Recently Chavez challenged other Venezuelan polling firms aligned to the opposition to release the results of their latest polls. Venezuelan Information Minister Jesse Chacon has claimed to have copies of these polls–which favor Chavez–and has threatened to publish them if the polling firms do not come forward.
One should not mistakenly conclude that these polls vindicate the anti-Chavez pollsters as “unbiased.”Rather, in the hour of truth, some pollsters–after having long engaged in highly biased polling designed to demoralize the government’s supporters and to embolden the opposition–will issue less biased polls in a last-ditch effort to salvage their own credibility in the face of impending defeat.
In early February 2003, the anti-Chavez Venezuelan polling firms Datanalisis and Consultores 21 held a joint press conference in Caracas claiming to be “neutral parties”in the country’s deeply polarized political conflict. Just over two weeks before the press conference, I reported that Datanalisis’ President Jose Antonio Gil Yepes had told the Los Angeles Times in July 2002 that Chavez “has to be killed.”I pointed out that a simple glance at Datanalisis’ website revealed “the kind of blatant political partisanship that one normally does not associate with respectable polling operations”(as this report goes to print, Datanalisis’ website has been running John Kerry’s Chavez-bashing misstatement at the top of their “news”column for over a month).

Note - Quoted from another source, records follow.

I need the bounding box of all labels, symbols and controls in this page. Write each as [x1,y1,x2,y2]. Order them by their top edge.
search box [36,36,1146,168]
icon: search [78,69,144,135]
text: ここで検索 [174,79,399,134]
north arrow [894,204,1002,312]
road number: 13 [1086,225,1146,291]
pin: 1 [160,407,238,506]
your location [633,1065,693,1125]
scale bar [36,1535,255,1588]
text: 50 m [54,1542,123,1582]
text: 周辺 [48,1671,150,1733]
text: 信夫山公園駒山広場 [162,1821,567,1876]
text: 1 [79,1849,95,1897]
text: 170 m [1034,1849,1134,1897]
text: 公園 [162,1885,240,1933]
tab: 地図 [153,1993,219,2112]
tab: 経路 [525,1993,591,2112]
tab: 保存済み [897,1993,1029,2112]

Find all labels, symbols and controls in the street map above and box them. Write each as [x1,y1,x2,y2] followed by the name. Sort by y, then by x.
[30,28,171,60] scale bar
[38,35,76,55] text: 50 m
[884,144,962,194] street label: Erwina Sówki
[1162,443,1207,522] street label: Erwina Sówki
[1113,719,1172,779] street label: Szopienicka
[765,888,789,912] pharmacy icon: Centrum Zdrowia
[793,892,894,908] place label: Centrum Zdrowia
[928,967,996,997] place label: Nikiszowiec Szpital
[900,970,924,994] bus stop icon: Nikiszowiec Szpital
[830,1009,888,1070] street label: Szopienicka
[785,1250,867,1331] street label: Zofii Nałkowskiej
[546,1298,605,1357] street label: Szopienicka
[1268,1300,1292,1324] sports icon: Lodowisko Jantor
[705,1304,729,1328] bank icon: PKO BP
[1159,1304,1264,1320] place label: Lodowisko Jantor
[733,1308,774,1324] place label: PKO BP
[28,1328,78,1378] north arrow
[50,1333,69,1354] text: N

Since I first reported on Datanalisis’ blatant partisanship and biased polling, Gil Yepes has mysteriously disappeared as a public spokesperson for his company (although he occasionally pops up brandishing a letter from L.A. Times correspondent T. Christian Miller, who now supposedly claims that the pollster did not have criminal intent when he told Miller that Chavez “has to be killed”).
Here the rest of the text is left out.